+++ DATASET

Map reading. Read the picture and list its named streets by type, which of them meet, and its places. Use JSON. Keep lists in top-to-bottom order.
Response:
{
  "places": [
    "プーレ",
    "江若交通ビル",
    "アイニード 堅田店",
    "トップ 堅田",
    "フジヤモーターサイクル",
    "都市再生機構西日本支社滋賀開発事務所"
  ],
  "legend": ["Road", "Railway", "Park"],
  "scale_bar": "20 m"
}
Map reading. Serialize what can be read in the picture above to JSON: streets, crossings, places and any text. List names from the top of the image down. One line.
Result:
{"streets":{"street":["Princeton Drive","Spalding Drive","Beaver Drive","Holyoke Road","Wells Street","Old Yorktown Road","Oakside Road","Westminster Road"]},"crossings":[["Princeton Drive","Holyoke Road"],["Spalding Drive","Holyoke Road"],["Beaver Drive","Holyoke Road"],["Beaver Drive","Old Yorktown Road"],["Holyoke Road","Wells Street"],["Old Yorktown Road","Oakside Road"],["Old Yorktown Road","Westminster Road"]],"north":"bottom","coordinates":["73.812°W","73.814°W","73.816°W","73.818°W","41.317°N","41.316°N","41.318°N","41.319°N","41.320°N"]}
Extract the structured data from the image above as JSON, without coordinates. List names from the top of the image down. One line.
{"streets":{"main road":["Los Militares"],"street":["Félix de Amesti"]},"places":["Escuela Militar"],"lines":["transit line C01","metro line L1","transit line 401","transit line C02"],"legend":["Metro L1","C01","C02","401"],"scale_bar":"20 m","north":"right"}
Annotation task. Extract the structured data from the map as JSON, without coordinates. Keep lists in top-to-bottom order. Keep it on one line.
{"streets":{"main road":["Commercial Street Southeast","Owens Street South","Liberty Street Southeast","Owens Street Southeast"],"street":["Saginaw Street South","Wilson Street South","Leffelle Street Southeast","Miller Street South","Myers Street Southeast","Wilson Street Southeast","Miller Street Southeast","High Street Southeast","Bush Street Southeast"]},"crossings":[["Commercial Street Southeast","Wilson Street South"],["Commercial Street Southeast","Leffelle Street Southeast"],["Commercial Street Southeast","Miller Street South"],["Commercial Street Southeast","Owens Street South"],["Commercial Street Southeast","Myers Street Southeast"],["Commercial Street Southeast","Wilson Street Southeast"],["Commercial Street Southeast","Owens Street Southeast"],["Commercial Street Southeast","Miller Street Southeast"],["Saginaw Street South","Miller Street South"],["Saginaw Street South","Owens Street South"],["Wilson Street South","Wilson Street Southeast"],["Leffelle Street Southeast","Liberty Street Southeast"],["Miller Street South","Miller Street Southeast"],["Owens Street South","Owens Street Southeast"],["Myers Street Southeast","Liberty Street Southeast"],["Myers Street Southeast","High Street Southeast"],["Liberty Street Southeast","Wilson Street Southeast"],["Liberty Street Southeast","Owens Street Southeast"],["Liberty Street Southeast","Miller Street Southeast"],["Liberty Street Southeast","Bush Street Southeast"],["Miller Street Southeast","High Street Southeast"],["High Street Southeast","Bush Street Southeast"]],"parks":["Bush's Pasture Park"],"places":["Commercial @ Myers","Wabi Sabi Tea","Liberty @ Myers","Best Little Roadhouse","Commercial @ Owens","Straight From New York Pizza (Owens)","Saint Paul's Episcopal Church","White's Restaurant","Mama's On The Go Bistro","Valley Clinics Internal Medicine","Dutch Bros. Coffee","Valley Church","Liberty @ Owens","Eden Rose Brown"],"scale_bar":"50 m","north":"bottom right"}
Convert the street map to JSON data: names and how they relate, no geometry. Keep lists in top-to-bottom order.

++++++

* [THE TASK]: Lines containing the word "picture" must be found in the data above and copied.

* [PROBLEM SOLUTION]:
Map reading. Read the picture and list its named streets by type, which of them meet, and its places. Use JSON. Keep lists in top-to-bottom order.
Map reading. Serialize what can be read in the picture above to JSON: streets, crossings, places and any text. List names from the top of the image down. One line.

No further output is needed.